Your instructions:
Read through the entries below and return each line with the word "index".

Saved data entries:
BEGIN

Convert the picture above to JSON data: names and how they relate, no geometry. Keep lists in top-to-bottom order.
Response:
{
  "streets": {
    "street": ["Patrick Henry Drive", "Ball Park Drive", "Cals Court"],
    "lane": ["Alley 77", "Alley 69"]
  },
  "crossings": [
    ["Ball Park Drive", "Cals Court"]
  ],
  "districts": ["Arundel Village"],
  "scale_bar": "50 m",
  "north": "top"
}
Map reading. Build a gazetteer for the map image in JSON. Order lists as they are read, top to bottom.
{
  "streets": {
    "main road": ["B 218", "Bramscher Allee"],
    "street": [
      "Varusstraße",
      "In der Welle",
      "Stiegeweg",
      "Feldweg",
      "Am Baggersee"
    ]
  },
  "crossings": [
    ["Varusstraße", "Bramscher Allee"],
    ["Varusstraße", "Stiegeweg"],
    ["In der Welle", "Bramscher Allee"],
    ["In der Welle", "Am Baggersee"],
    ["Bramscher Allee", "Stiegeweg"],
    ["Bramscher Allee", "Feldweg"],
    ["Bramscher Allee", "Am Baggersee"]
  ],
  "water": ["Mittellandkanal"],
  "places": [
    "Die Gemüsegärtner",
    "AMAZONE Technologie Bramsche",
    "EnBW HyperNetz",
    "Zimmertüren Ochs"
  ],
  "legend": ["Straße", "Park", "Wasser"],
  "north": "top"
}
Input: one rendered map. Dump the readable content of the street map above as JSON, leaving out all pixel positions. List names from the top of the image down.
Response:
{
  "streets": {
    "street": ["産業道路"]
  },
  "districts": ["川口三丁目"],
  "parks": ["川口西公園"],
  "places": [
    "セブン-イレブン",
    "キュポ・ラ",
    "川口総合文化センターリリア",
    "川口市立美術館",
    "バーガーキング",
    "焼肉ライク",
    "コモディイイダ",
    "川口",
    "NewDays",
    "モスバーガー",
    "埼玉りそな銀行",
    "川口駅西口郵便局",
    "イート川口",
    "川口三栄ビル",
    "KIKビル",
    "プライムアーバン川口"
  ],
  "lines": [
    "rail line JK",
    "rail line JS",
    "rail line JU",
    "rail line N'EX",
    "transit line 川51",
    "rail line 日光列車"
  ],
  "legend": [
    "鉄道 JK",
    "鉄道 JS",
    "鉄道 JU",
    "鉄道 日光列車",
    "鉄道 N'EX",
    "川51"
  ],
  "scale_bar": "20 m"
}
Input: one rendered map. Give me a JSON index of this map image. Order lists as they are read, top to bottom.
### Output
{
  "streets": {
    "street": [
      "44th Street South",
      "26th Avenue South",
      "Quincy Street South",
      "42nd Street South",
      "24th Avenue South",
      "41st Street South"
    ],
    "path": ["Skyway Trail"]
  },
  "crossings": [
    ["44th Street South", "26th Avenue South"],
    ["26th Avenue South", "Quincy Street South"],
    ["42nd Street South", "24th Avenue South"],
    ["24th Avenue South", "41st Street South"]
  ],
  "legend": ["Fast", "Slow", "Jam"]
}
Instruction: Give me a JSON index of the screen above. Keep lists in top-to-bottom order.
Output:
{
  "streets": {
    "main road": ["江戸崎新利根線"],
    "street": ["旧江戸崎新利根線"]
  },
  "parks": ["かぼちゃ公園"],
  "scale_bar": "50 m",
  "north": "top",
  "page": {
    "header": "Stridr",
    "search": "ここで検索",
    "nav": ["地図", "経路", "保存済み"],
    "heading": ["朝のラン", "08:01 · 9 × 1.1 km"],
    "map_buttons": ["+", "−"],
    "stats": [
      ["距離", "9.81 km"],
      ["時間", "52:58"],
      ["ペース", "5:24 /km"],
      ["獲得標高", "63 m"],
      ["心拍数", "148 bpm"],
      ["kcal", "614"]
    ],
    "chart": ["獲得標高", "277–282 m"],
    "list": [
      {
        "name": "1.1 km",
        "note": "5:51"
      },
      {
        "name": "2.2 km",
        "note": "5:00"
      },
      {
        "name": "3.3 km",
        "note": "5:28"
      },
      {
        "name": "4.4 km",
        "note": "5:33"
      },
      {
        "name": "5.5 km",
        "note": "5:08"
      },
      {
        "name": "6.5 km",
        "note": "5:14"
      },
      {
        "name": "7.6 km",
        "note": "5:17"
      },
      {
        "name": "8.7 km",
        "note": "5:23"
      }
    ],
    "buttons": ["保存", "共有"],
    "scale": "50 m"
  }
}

END

Written response:
Input: one rendered map. Give me a JSON index of this map image. Order lists as they are read, top to bottom.
Instruction: Give me a JSON index of the screen above. Keep lists in top-to-bottom order.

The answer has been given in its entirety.